EXERCISE PROMPT: The required answer is every line of the data containing the word "textPath".

——————

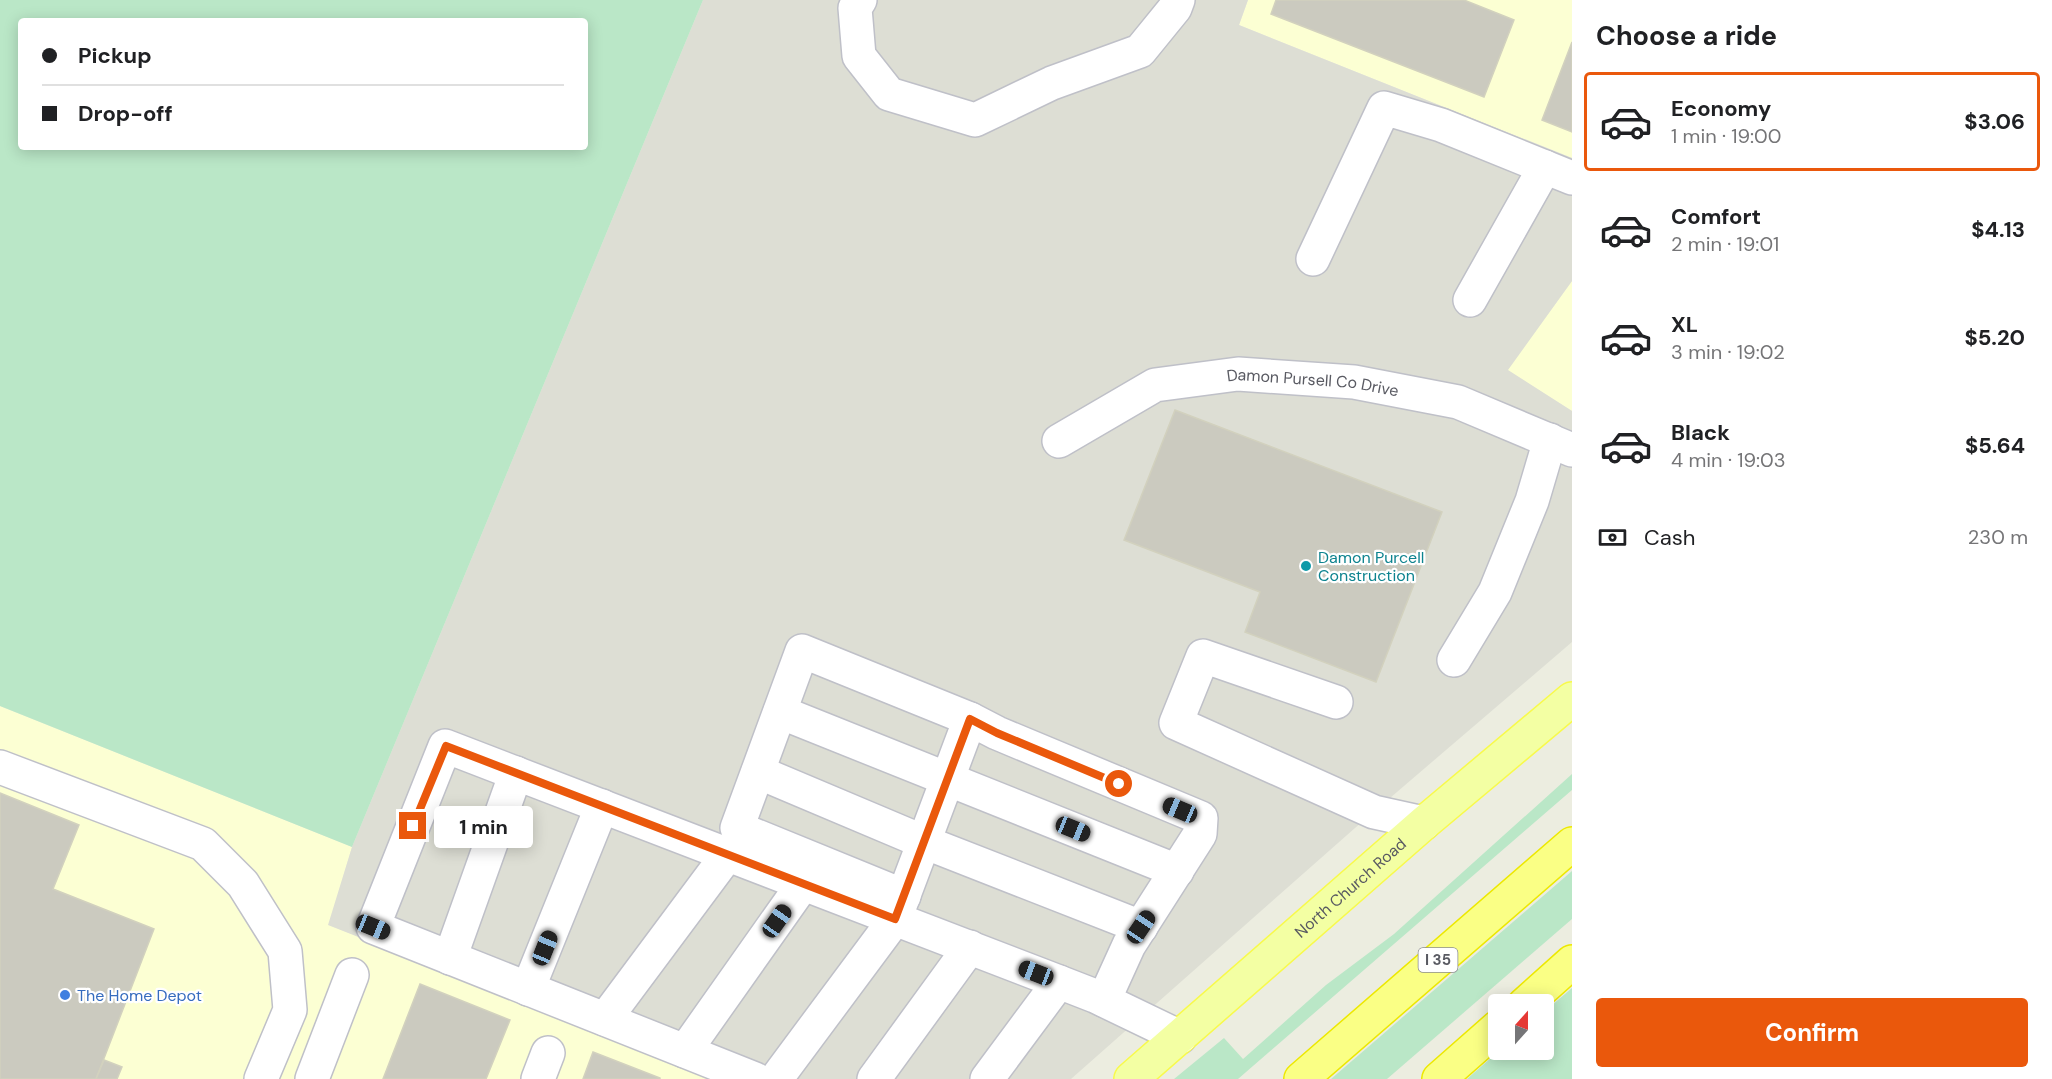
<!DOCTYPE html>
<meta charset="utf-8">
<style>
:root{--surface:#fff;--page:#f6f6f6;--text:#202124;--muted:#757577;--line:#e0e0e0;--accent:#ea580c}
body{margin:0;font-family:"DM Sans",sans-serif;background:var(--page);color:var(--text);height:100vh;display:flex;flex-direction:column;font-size:22px;white-space:nowrap}
*{box-sizing:border-box;margin:0}
p{font-size:20px;color:var(--muted)}
.icon{flex:none;width:33px;height:33px;fill:none;stroke:currentColor;stroke-width:2;stroke-linecap:round;stroke-linejoin:round}
.map{position:relative;flex:1;overflow:hidden}
.sheet{display:flex;flex-direction:column;background:var(--surface);width:480px}
.sheet>*{flex:none}
.top-card{position:absolute;left:18px;top:18px;width:570px;height:132px;border-radius:6px;box-shadow:0 3px 15px #0003;display:grid;align-content:center;height:132px;padding:0 24px;background:var(--surface)}
.needle{width:39px;rotate:21deg}
.tools{position:absolute;left:1488px;top:994px;display:grid;gap:12px}
.tools a{display:grid;place-items:center;width:66px;height:66px;border-radius:6px;background:var(--surface);box-shadow:0 3px 15px #0003;font-size:30px}
.end{position:absolute;width:27px;height:27px;margin:-14px;border:8px solid #ea580c;background:#fff;box-shadow:0 0 0 3px #fff}
.from{border-radius:50%}
.bubble{position:absolute;height:42px;border-radius:6px;background:var(--surface);box-shadow:0 3px 15px #0003;font-size:20px;font-weight:700;line-height:42px;text-align:center}
.car{position:absolute;width:18px;height:36px;margin:-18px -9px;border-radius:8px;box-shadow:0 0 4px 2px #0007;background:linear-gradient(#222 24%,#8ab4d8 0 40%,#222 0 76%,#8ab4d8 0 86%,#222 0)}
.top-card b{display:flex;align-items:center;gap:21px;height:57px;font-size:22px}
.top-card b+b{border-top:2px solid var(--line)}
.top-card i{width:15px;height:15px;background:var(--text)}
ul{padding:0;list-style:none}
li{display:flex;align-items:center;gap:18px;height:99px;margin:0 12px 9px;padding:0 12px;border:3px solid transparent;border-radius:6px}
li div{flex:1}
li b{display:block;font-size:22px}
li em{font-style:normal;font-weight:700}
li.selected{border-color:var(--accent)}
li>.icon{width:54px;height:54px;stroke-width:1.5}
h2{padding:0 24px;font-size:27px;line-height:72px}
.pay{display:flex;align-items:center;gap:15px;height:66px;padding:0 24px;font-size:22px}
.pay p{margin-inline-start:auto}
.primary-button{display:flex;gap:12px;margin-top:auto;padding:12px 24px}
.primary-button a{flex:1;height:69px;border-radius:6px;background:var(--accent);color:#fff;font-size:24px;font-weight:700;line-height:69px;text-align:center}
main{display:flex;flex:1;min-height:0}
.map>svg:first-child{display:block}
.commercial{fill:#fcffd3}
.industrial{fill:#ddded4}
.green{fill:#bae7c7;fill-rule:evenodd}
.building{fill:#cbcabf;stroke:#d2d1be;stroke-width:1.5}
.lines{fill:none;stroke-linecap:round;stroke-linejoin:round}
.minor-casing{stroke:#bfc0c8;stroke-width:36}
.major-casing{stroke:#f8fa4b;stroke-width:36}
.highway-casing{stroke:#ede800;stroke-width:36}
.minor{stroke:#fff;stroke-width:33}
.major{stroke:#f3ffa3;stroke-width:33}
.highway{stroke:#faff85;stroke-width:33}
.route{stroke:#ea580c;stroke-width:8}
.culture-dot{fill:#0f9aa8;stroke:#fff;stroke-width:2}
.shop-dot{fill:#3f7fe0;stroke:#fff;stroke-width:2}
.labels{text-anchor:middle;stroke-width:4.5;stroke-linejoin:round;paint-order:stroke}
.shield{fill:#fff;stroke:#8b8c91;stroke-width:1.5}
.shield-label{font-size:15px;font-weight:bold;fill:#595a62}
.street-label{font-size:16px;fill:#595a62;stroke:#fff}
.culture-label{font-size:16px;fill:#0d838f;stroke:#fff;text-anchor:start}
.shop-label{font-size:16px;fill:#366cbe;stroke:#fff;text-anchor:start}
</style>
<main>
<div class="map">
<svg width="1572" height="1079" viewBox="0 0 1572 1079">
<rect width="100%" height="100%" fill="#ecede0"/>
<g class="commercial">
<path d="M1248,0H1572V158L1239,25Z"/>
<path d="M1572,281V411L1507,370Z"/>
<path d="M0,706L352,847L329,925L717,1079H0Z"/>
</g>
<path class="industrial" d="M703,0H1248L1239,25L1572,158V281L1508,370L1572,411V642L1355,828L1071,1079H717L328,925L352,847Z"/>
<g class="green">
<path d="M0,0H703L352,847L0,706ZM21,21H585V147H21Z"/>
<path d="M1572,774V790L1238,1079H1174L1224,1038L1243,1059L1326,985L1394,934Z"/>
<path d="M1572,871V919L1387,1079H1331Z"/>
<path d="M1572,988V1079H1467L1500,1050H1544V1012Z"/>
</g>
<g class="building">
<path d="M1276,0H1464L1514,20L1484,97L1271,14Z"/>
<path d="M1572,42V132L1542,120Z"/>
<path d="M1175,410L1442,512L1376,682L1245,632L1260,592L1124,540Z"/>
<path d="M0,793L79,825L53,889L154,929L96,1079H0Z"/>
<path d="M420,984L510,1020L486,1079H383Z"/>
<path d="M593,1052L660,1078V1079H583Z"/>
<path d="M104,1060L122,1067L117,1079H96Z"/>
</g>
<g class="lines">
<defs>
<g id="minor">
<path d="M860,0L855,8L859,56L889,94L975,120L1052,83L1140,51L1175,8L1178,0"/>
<path d="M1313,259L1384,108L1441,125L1572,178"/>
<path d="M1470,300L1545,167"/>
<path id="s1" d="M1059,441L1155,385L1238,374L1354,382L1458,402L1572,450"/>
<path d="M1454,660L1495,592L1532,501L1550,440"/>
<path d="M1336,702L1203,656L1176,723L1374,812L1424,823"/>
<path d="M780,712L1177,871"/>
<path d="M0,767L203,844L243,884L285,951L290,1010L261,1079"/>
<path d="M758,772L924,842L1141,927"/>
<path d="M904,896L737,828L802,651L970,719"/>
<path d="M450,958L516,773"/>
<path d="M528,989L602,806"/>
<path d="M605,1019L728,854"/>
<path d="M685,1051L803,884"/>
<path d="M312,1079L352,975"/>
<path d="M538,1079L548,1053"/>
<path d="M755,1079L373,927L445,746L1059,982L1095,996L1180,1037"/>
<path d="M776,1079L895,919L970,719L997,733L1201,818L1200,834L1129,945L1104,1000"/>
<path d="M874,1079L970,947"/>
<path d="M987,1079L1059,982"/>
</g>
<g id="major">
<path id="s2" d="M1131,1079L1424,823L1572,699"/>
</g>
<g id="highway">
<path d="M1524,1005L1572,962"/>
<path d="M1301,1079L1572,844"/>
<path d="M1439,1079L1498,1027"/>
</g>
</defs>
<use href="#minor" class="minor-casing"/>
<use href="#major" class="major-casing"/>
<use href="#highway" class="highway-casing"/>
<use href="#minor" class="minor"/>
<use href="#major" class="major"/>
<use href="#highway" class="highway"/>
</g>
<g class="lines">
<path class="route" d="M413,826L446,746L895,919L970,719L997,733L1119,784"/>
</g>
<circle class="culture-dot" cx="1306" cy="566" r="6"/>
<circle class="shop-dot" cx="65" cy="995" r="6"/>
<g class="labels">
<rect class="shield" x="1418.5" y="948" width="39" height="24" rx="4.5"/>
<g class="shield-label">
<text x="1438" y="965">I 35</text>
</g>
<g class="street-label">
<text dy="6" stroke="none"><textPath href="#s1" startOffset="270">Damon Pursell Co Drive</textPath></text>
<text dy="6" stroke="none"><textPath href="#s2" startOffset="291">North Church Road</textPath></text>
</g>
<g class="culture-label">
<text x="1318" y="563">Damon Purcell<tspan x="1318" dy="18">Construction</tspan></text>
</g>
<g class="shop-label">
<text x="77" y="1001">The Home Depot</text>
</g>
</g>
</svg>
<div class="tools">
<a><svg class="needle" viewBox="-14 -14 28 28"><path d="M0-13l5 13h-10z" fill="#e53935"/><path d="M0 13l5-13h-10z" fill="#757577"/></svg></a>
</div>
<i class="end from" style="left:1119px;top:784px"></i>
<i class="end" style="left:413px;top:826px"></i>
<div class="bubble" style="left:434px;top:806px;width:99px">1 min</div>
<i class="car" style="left:1180px;top:810px;rotate:293deg"></i>
<i class="car" style="left:1073px;top:829px;rotate:112deg"></i>
<i class="car" style="left:777px;top:921px;rotate:35deg"></i>
<i class="car" style="left:373px;top:927px;rotate:112deg"></i>
<i class="car" style="left:1141px;top:927px;rotate:34deg"></i>
<i class="car" style="left:545px;top:948px;rotate:22deg"></i>
<i class="car" style="left:1036px;top:973px;rotate:291deg"></i>
<div class="top-card">
<b><i class="from"></i>Pickup</b>
<b><i></i>Drop-off</b>
</div>
</div>
<section class="sheet">
<h2>Choose a ride</h2>
<ul>
<li class="selected"><svg class="icon" aria-label="car" viewBox="0 0 24 24"><path d="M5 17H2v-5l4-1 3-4h7l3 4 3 1v5h-3M9 17h6M6 11h13"/><circle cx="7" cy="17" r="2"/><circle cx="17" cy="17" r="2"/></svg><div><b>Economy</b><p>1 min · 19:00</p></div><em>$3.06</em></li>
<li><svg class="icon" aria-label="car" viewBox="0 0 24 24"><path d="M5 17H2v-5l4-1 3-4h7l3 4 3 1v5h-3M9 17h6M6 11h13"/><circle cx="7" cy="17" r="2"/><circle cx="17" cy="17" r="2"/></svg><div><b>Comfort</b><p>2 min · 19:01</p></div><em>$4.13</em></li>
<li><svg class="icon" aria-label="car" viewBox="0 0 24 24"><path d="M5 17H2v-5l4-1 3-4h7l3 4 3 1v5h-3M9 17h6M6 11h13"/><circle cx="7" cy="17" r="2"/><circle cx="17" cy="17" r="2"/></svg><div><b>XL</b><p>3 min · 19:02</p></div><em>$5.20</em></li>
<li><svg class="icon" aria-label="car" viewBox="0 0 24 24"><path d="M5 17H2v-5l4-1 3-4h7l3 4 3 1v5h-3M9 17h6M6 11h13"/><circle cx="7" cy="17" r="2"/><circle cx="17" cy="17" r="2"/></svg><div><b>Black</b><p>4 min · 19:03</p></div><em>$5.64</em></li>
</ul>
<div class="pay"><svg class="icon" aria-label="cash" viewBox="0 0 24 24"><path d="M3 7h18v10H3z"/><circle cx="12" cy="12" r="2"/></svg>Cash<p>230 m</p></div>
<div class="primary-button"><a>Confirm</a></div>
</section>
</main>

——————

ANSWER:
<text dy="6" stroke="none"><textPath href="#s1" startOffset="270">Damon Pursell Co Drive</textPath></text>
<text dy="6" stroke="none"><textPath href="#s2" startOffset="291">North Church Road</textPath></text>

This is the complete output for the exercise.